## Stored data
____

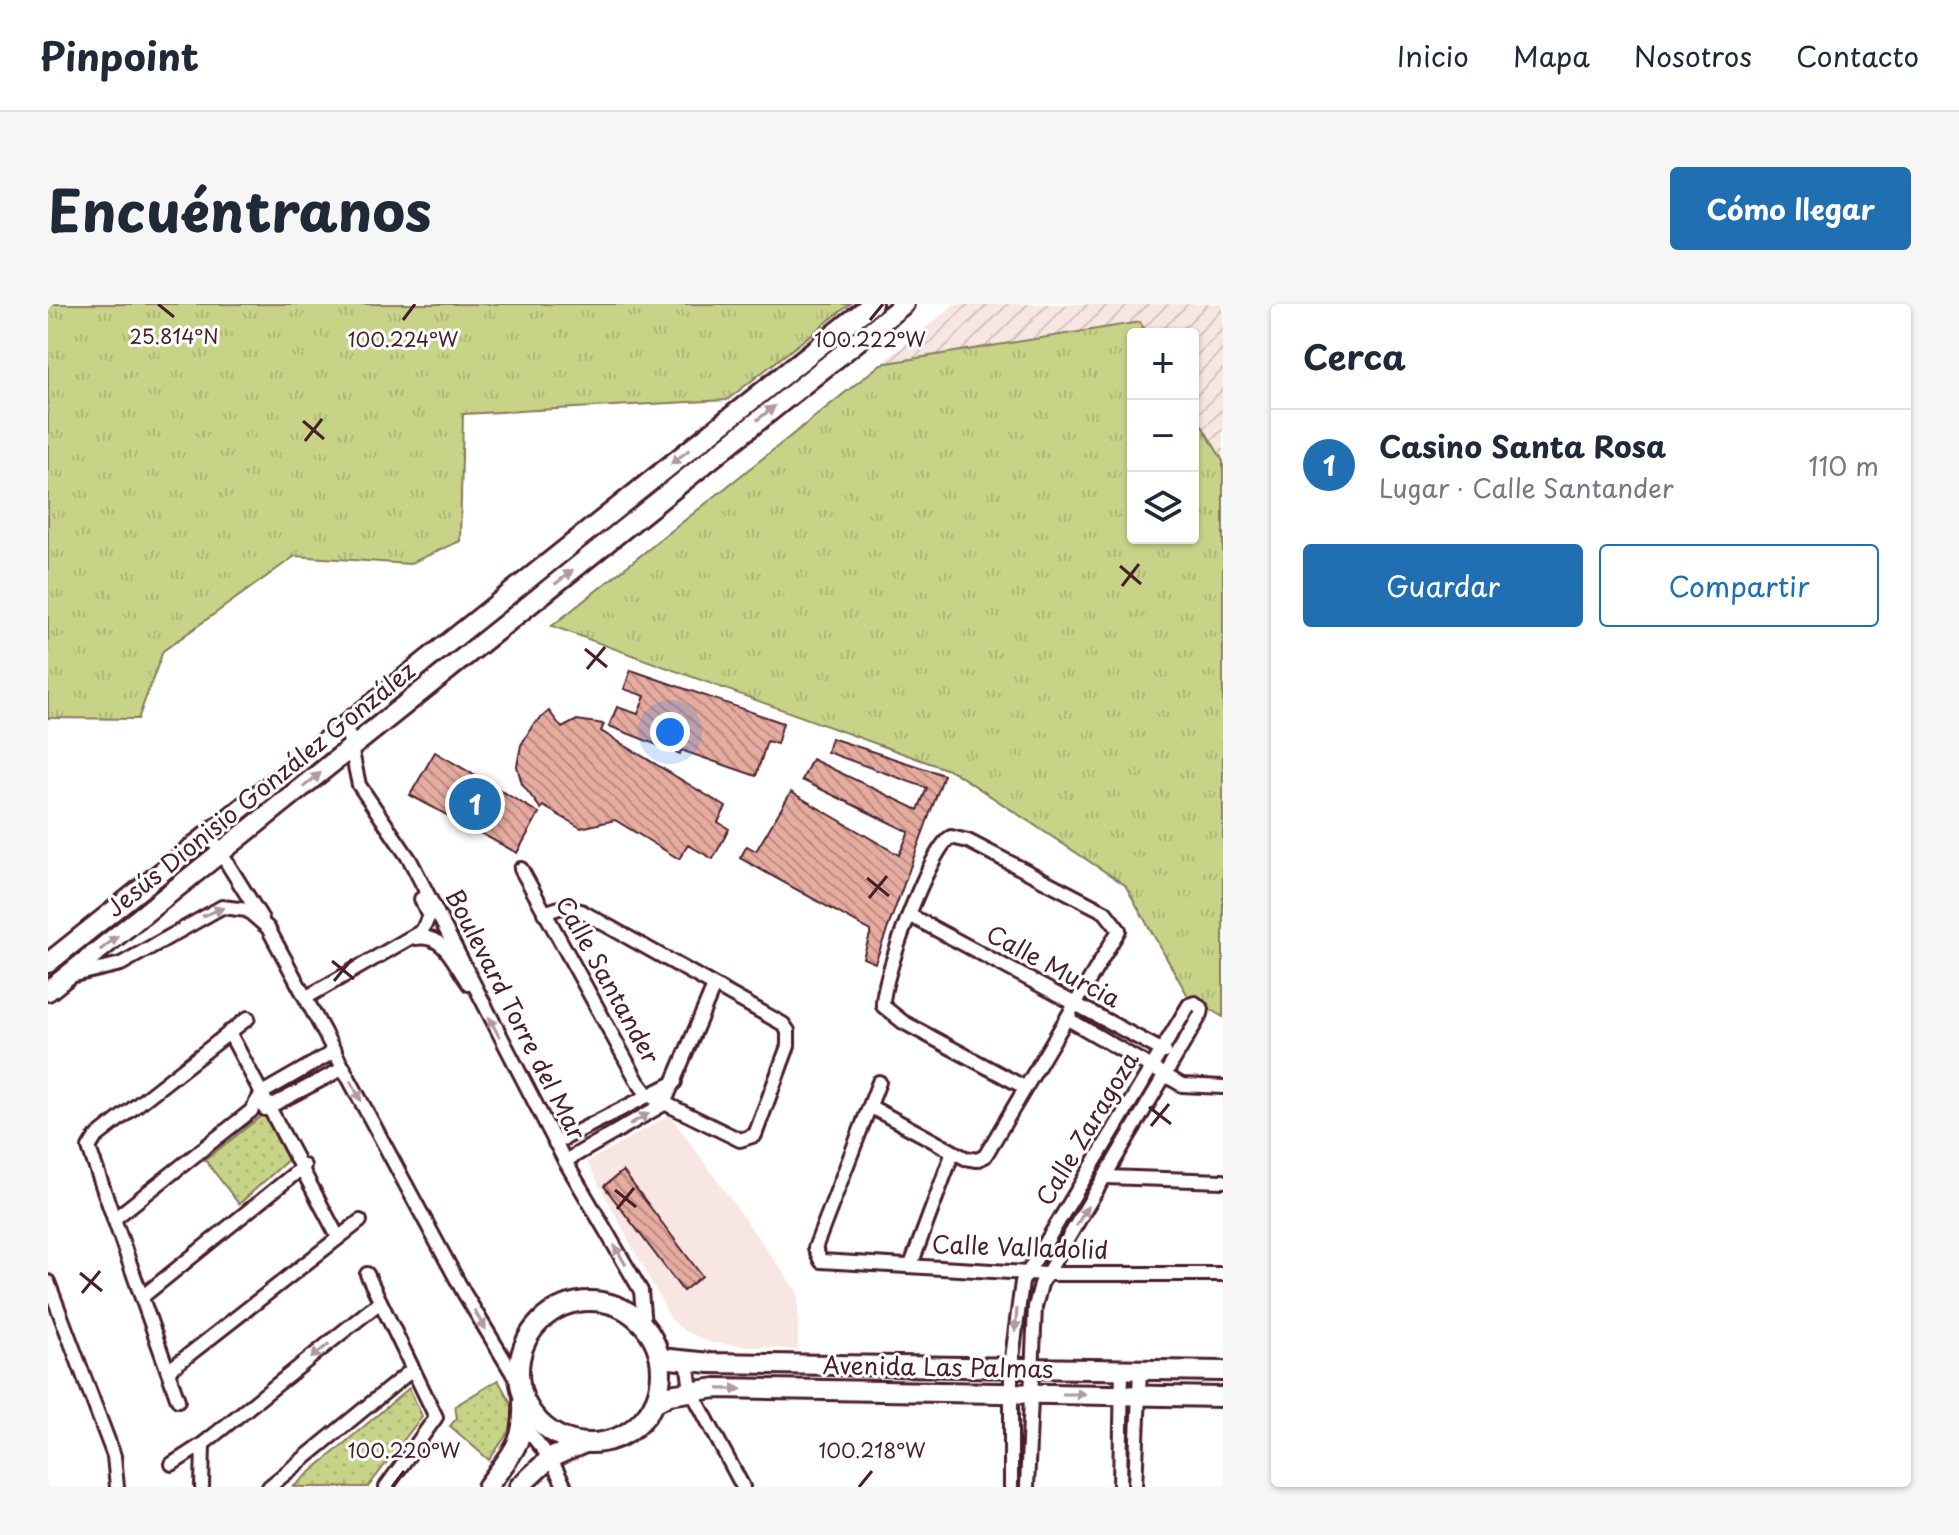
<!DOCTYPE html>
<html lang="es">
<head>
<meta charset="utf-8">
<style>
	:root { --surface:#fff; --page:#f6f6f7; --text:#1f2937; --muted:#747a83; --line:#e0e1e3; --accent:#1f6fb2 }
	body { margin:0; font-family:"Playpen Sans",sans-serif; background:var(--page); color:var(--text) }
	.controls { position:absolute; right:24px; top:24px; display:grid; overflow:hidden; border-radius:8px; box-shadow:0 2px 6px #0004 }
	.controls button { width:72px; height:72px; display:grid; place-items:center; padding:0; border:0; border-bottom:2px solid var(--line); background:var(--surface); color:var(--text); font:40px sans-serif }
	.you { position:absolute; left:622px; top:428px; width:28px; height:28px; margin:-20px; border:6px solid #fff; border-radius:50%; background:#1a73e8; box-shadow:0 0 0 12px #1a73e833 }
	.badge { display:grid; place-items:center; width:52px; height:52px; border-radius:50%; background:var(--accent); color:#fff; font-size:26px; font-weight:700 }
	.pin { position:absolute; translate:-50% -50%; border:4px solid #fff; box-shadow:0 2px 8px #0006 }
	.list { margin:0; padding:0; list-style:none }
	h2 { display:flex; justify-content:space-between; align-items:center; height:104px; margin:0; padding:0 32px; font-size:34px }
	h2 small { font-size:26px; font-weight:400; color:var(--muted) }
	.list li { display:grid; grid-template-columns:52px 1fr auto; gap:24px; align-items:center; box-sizing:border-box; height:112px; padding:0 32px; border-top:2px solid var(--line) }
	.list b { display:block; font-size:30px; white-space:nowrap }
	.list p { margin:0; font-size:26px; white-space:nowrap; color:var(--muted) }
	.list em { font-size:26px; font-style:normal; color:var(--muted) }
	.actions { display:flex; gap:16px; padding:24px 32px }
	.actions a { flex:1; padding:18px 0; border:2px solid var(--accent); border-radius:8px; text-align:center; font-size:28px; color:var(--accent) }
	.actions .main { background:var(--accent); color:#fff }
	.icon { flex:none; width:44px; height:44px; fill:none; stroke:currentColor; stroke-width:2; stroke-linecap:round; stroke-linejoin:round }
	.map { position:relative; flex:none; width:1175px; height:1183px; overflow:hidden; border-radius:8px }
	header { display:flex; align-items:center; gap:48px; box-sizing:border-box; height:112px; padding:0 40px; background:var(--surface); border-bottom:2px solid var(--line) }
	header strong { font-size:38px }
	nav { display:flex; gap:44px; margin-inline-start:auto; font-size:28px }
	.intro { display:flex; align-items:center; justify-content:space-between; box-sizing:border-box; height:192px; padding:0 48px }
	h1 { margin:0; font-size:56px }
	.button { padding:20px 36px; border-radius:8px; background:var(--accent); color:#fff; font-size:28px; font-weight:700 }
	main { display:flex; gap:48px; padding:0 48px }
	aside { flex:1; background:var(--surface); border-radius:8px; box-shadow:0 2px 6px #0004 }
	.map>svg:first-child { display:block }
	.built { fill:#f7e6e2 }
	.industrial { fill:url(#industrial-furrows) }
	.grass { fill:url(#grass-tufts); stroke:#887a5a; stroke-width:2 }
	.park { fill:url(#park-dots); stroke:#887a5a; stroke-width:2 }
	.building { fill:url(#building-back-hatch); stroke:#4a1f2b; stroke-width:2 }
	.lines { fill:none; stroke-linecap:round; stroke-linejoin:round }
	.street-casing { stroke:#4a1f2b; stroke-width:18 }
	.secondary-casing { stroke:#4a1f2b; stroke-width:24 }
	.street { stroke:#fff; stroke-width:12 }
	.secondary { stroke:#fff; stroke-width:18 }
	.oneway { fill:#ae9aa0 }
	.ticks { fill:none; stroke:#4a1f2b; stroke-width:3 }
	.labels { text-anchor:middle; stroke-width:6; stroke-linejoin:round; paint-order:stroke }
	.street-label { font-size:24px; fill:#4a1f2b; stroke:#fff }
	.ticks-label { font-size:20px; text-anchor:middle; fill:#4a1f2b; stroke:#fff; stroke-width:6; stroke-linejoin:round; paint-order:stroke }
</style>
</head>
<body>
<header>
<strong>Pinpoint</strong>
<nav><a>Inicio</a><a>Mapa</a><a>Nosotros</a><a>Contacto</a></nav>
</header>
<div class="intro"><h1>Encuéntranos</h1><a class="button">Cómo llegar</a></div>
<main>
<div class="map">
<svg width="1175" height="1183" viewBox="0 0 1175 1183">
	<defs>
		<pattern id="industrial-furrows" width="10" height="10" patternUnits="userSpaceOnUse" patternTransform="scale(2)"><rect width="10" height="10" fill="#f7e6e2"/><path d="M-1 1l2-2M0 10L10 0M9 11l2-2" fill="none" stroke="#d5c5c2"/></pattern>
		<pattern id="grass-tufts" width="24" height="20" patternUnits="userSpaceOnUse" patternTransform="scale(2)"><rect width="24" height="20" fill="#c7d488"/><path d="M3 7l-1-3M5 7V3M7 7l1-3M15 17l-1-3M17 17v-4M19 17l1-3" fill="none" stroke="#acb676"/></pattern>
		<pattern id="park-dots" width="8" height="8" patternUnits="userSpaceOnUse" patternTransform="scale(2)"><rect width="8" height="8" fill="#c7d488"/><path d="M2 2h.1M6 6h.1" fill="none" stroke="#acb676" stroke-width="1.8" stroke-linecap="round"/></pattern>
		<pattern id="building-back-hatch" width="6" height="6" patternUnits="userSpaceOnUse" patternTransform="scale(2)"><rect width="6" height="6" fill="#e5ac9f"/><path d="M-1 5l2 2M0 0l6 6M5-1l2 2" fill="none" stroke="#bc8b82"/></pattern>
	</defs>
	<rect width="100%" height="100%" fill="#fff"/>
	<filter id="ink" filterUnits="userSpaceOnUse"><feTurbulence type="fractalNoise" baseFrequency=".0125" numOctaves="2"/><feDisplacementMap in="SourceGraphic" scale="16" xChannelSelector="R" yChannelSelector="G"/><feConvolveMatrix kernelMatrix="1 2 1 2 8 2 1 2 1" color-interpolation-filters="sRGB"/></filter>
	<g filter="url(#ink)">
		<path class="built" d="M622 811 750 989V1046L664 1039 635 1026 623 1015 539 858Z"/>
		<path class="industrial" d="M907 0H1175V157L1145 107V30H1099L1092 18 833 60Z"/>
		<g class="grass">
			<path d="M0 0H802L679 96 415 110 412 237 361 260 247 252 115 347 90 415 0 414Z"/>
			<path d="M1092 18 1099 30H1085V234H1145V107L1175 157V713L1140 692 1077 581 906 468 504 322 833 60Z"/>
		</g>
		<g class="park">
			<path d="M216 810 242 854 191 900 157 856Z"/>
			<path d="M450 1076 471 1113 441 1156 402 1122 409 1114 407 1102Z"/>
			<path d="M361 1084 374 1112 320 1183H245Z"/>
		</g>
		<g class="building">
			<path d="M583 366 735 419 729 440 719 437 708 472 633 446 632 450 561 422 569 403 590 410 597 392 576 385Z"/>
			<path d="M501 407 514 424 529 416 556 420 553 427 678 503 670 518 681 525 665 555 640 541 631 555 567 516 533 524 495 502 493 505 474 480 469 462 473 441 485 421Z"/>
			<path d="M783 434 896 471 827 659 815 654 823 627 692 554 699 542 708 547 743 488 851 551 861 528 754 476 764 455 870 506 879 484 779 448Z"/>
			<path d="M387 448 491 509 469 549 362 491Z"/>
			<path d="M575 867 654 972 635 987 556 882Z"/>
		</g>
		<g class="lines">
			<g class="street-casing">
				<g id="street">
					<path d="M298 420 311 481 362 556 517 857 593 987 596 1022"/>
					<path d="M161 530 214 615"/>
					<path d="M473 565 590 778 600 791 692 836 707 831 740 742V727L735 720 533 607 514 603 496 609"/>
					<path d="M863 612 1117 748"/>
					<path d="M368 634C397 629 406 660 421 680"/>
					<path d="M22 672 73 660 174 603 199 606 220 624 416 989 471 1080"/>
					<path d="M259 693 374 627 381 612 373 595"/>
					<path d="M1020 715 1134 781 1175 783"/>
					<path d="M181 728 290 933"/>
					<path d="M831 778 767 944 773 957 998 970H1175"/>
					<path d="M823 803 917 854 929 856 937 852 1071 626 1057 608 920 537 903 533C882 544 833 677 835 702L855 718 976 783"/>
					<path d="M217 805 296 764"/>
					<path d="M507 839 627 778"/>
					<path d="M517 857 616 800 666 682"/>
					<path d="M1058 873 1175 877"/>
					<path d="M66 915 203 807 214 789 287 747"/>
					<path d="M863 961 905 848"/>
					<path d="M319 970 388 1113 338 1183"/>
					<path d="M0 978 66 1152 69 1183"/>
					<path d="M94 993 256 862"/>
					<path d="M639 1057 643 1086 695 1183"/>
					<path d="M120 1067 312 917"/>
					<path d="M130 1096 41 844 47 834 200 714"/>
					<path d="M477 1123 502 1154 517 1183"/>
					<path d="M124 1160 155 1140 332 998"/>
					<path d="M154 1183 155 1140"/>
					<path d="M221 1183 365 1065"/>
					<path d="M963 1183V1062L974 978 1141 701 1147 699 1154 705 1153 710 993 980 987 1003 979 1183"/>
					<path d="M1072 1183 1074 1064"/>
					<path d="M1087 1183 1092 1065"/>
				</g>
			</g>
			<g class="secondary-casing">
				<g id="secondary">
					<path d="M0 659 824 0"/>
					<path d="M0 687 856 0"/>
					<circle cx="542" cy="1068" r="71"/>
					<path d="M612 1054 662 1059 1175 1067"/>
					<path d="M606 1099 621 1091 668 1084 1175 1093"/>
					<path d="M439 1183C463 1150 477 1141 475 1098"/>
					<path d="M471 1183 502 1154 537 1139"/>
				</g>
			</g>
			<use href="#street" class="street"/>
			<use href="#secondary" class="secondary"/>
		</g>
		<defs><path id="oneway-solid" d="M-6-.8H1V-3.2L6.5 0L1 3.2V.8H-6Z" transform="scale(2)"/></defs>
		<g class="oneway">
			<use href="#oneway-solid" transform="translate(718 109) rotate(-39)"/>
			<use href="#oneway-solid" transform="translate(632 153) rotate(142)"/>
			<use href="#oneway-solid" transform="translate(516 273) rotate(-39)"/>
			<use href="#oneway-solid" transform="translate(264 476) rotate(-39)"/>
			<use href="#oneway-solid" transform="translate(165 608) rotate(-22)"/>
			<use href="#oneway-solid" transform="translate(61 639) rotate(-39)"/>
			<use href="#oneway-solid" transform="translate(446 723) rotate(-118)"/>
			<use href="#oneway-solid" transform="translate(308 787) rotate(62)"/>
			<use href="#oneway-solid" transform="translate(591 815) rotate(-30)"/>
			<use href="#oneway-solid" transform="translate(1034 912) rotate(-59)"/>
			<use href="#oneway-solid" transform="translate(572 951) rotate(-120)"/>
			<use href="#oneway-solid" transform="translate(432 1016) rotate(60)"/>
			<use href="#oneway-solid" transform="translate(968 1016) rotate(95)"/>
			<use href="#oneway-solid" transform="translate(272 1047) rotate(141)"/>
			<use href="#oneway-solid" transform="translate(682 1085) rotate(1)"/>
			<use href="#oneway-solid" transform="translate(1026 1090)"/>
		</g>
	</g>
	<path class="ticks" d="M110 0 126 13M355 16 367 0M822 16 835 0M255 117 276 135M257 137 274 115M1072 262 1093 280M1074 282 1091 260M537 345 559 363M539 365 557 343M819 574 841 592M821 594 839 572M284 657 306 675M286 677 304 655M1101 803 1123 820M1103 822 1121 800M567 886 588 903M569 905 586 884M32 969 54 987M34 989 52 967M344 1183 356 1167M811 1183 824 1167"/>
	<g class="labels">
		<g class="street-label">
			<text transform="translate(213 486) rotate(-39)" y="8">Jesús Dionisio González González</text>
			<text transform="translate(1005 663) rotate(28)" y="8">Calle Murcia</text>
			<text transform="translate(559 676) rotate(61)" y="8">Calle Santander</text>
			<text transform="translate(467 711) rotate(63)" y="8">Boulevard Torre del Mar</text>
			<text transform="translate(1040 825) rotate(-59)" y="8">Calle Zaragoza</text>
			<text transform="translate(972 944) rotate(2)" y="8">Calle Valladolid</text>
			<text transform="translate(890 1064) rotate(1)" y="8">Avenida Las Palmas</text>
		</g>
	</g>
	<g class="ticks-label">
		<text x="126" y="40">25.814°N</text>
		<text x="355" y="43">100.224°W</text>
		<text x="822" y="43">100.222°W</text>
		<text x="356" y="1154">100.220°W</text>
		<text x="824" y="1154">100.218°W</text>
	</g>
</svg>
<div class="controls">
<button>+</button>
<button>−</button>
<button><svg class="icon" aria-label="layers" viewBox="0 0 24 24"><path d="M12 4l9 5-9 5-9-5zM3 14l9 5 9-5"/></svg></button>
</div>
<div class="you"></div>
<div class="pin badge" style="left:427px;top:500px">1</div>
</div>
<aside>
<h2>Cerca<small></small></h2>
<ul class="list">
<li><span class="badge">1</span><div><b>Casino Santa Rosa</b><p>Lugar · Calle Santander</p></div><em>110 m</em></li>
</ul>
<div class="actions"><a class="main">Guardar</a><a>Compartir</a></div>
</aside>
</main>
</body>
</html>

____

Nothing but an exact copy is asked for: the lines from the start of the records through the line with "width:72px; height:72px; display:grid;", both ends included, minus any pictures.

<!DOCTYPE html>
<html lang="es">
<head>
<meta charset="utf-8">
<style>
	:root { --surface:#fff; --page:#f6f6f7; --text:#1f2937; --muted:#747a83; --line:#e0e1e3; --accent:#1f6fb2 }
	body { margin:0; font-family:"Playpen Sans",sans-serif; background:var(--page); color:var(--text) }
	.controls { position:absolute; right:24px; top:24px; display:grid; overflow:hidden; border-radius:8px; box-shadow:0 2px 6px #0004 }
	.controls button { width:72px; height:72px; display:grid; place-items:center; padding:0; border:0; border-bottom:2px solid var(--line); background:var(--surface); color:var(--text); font:40px sans-serif }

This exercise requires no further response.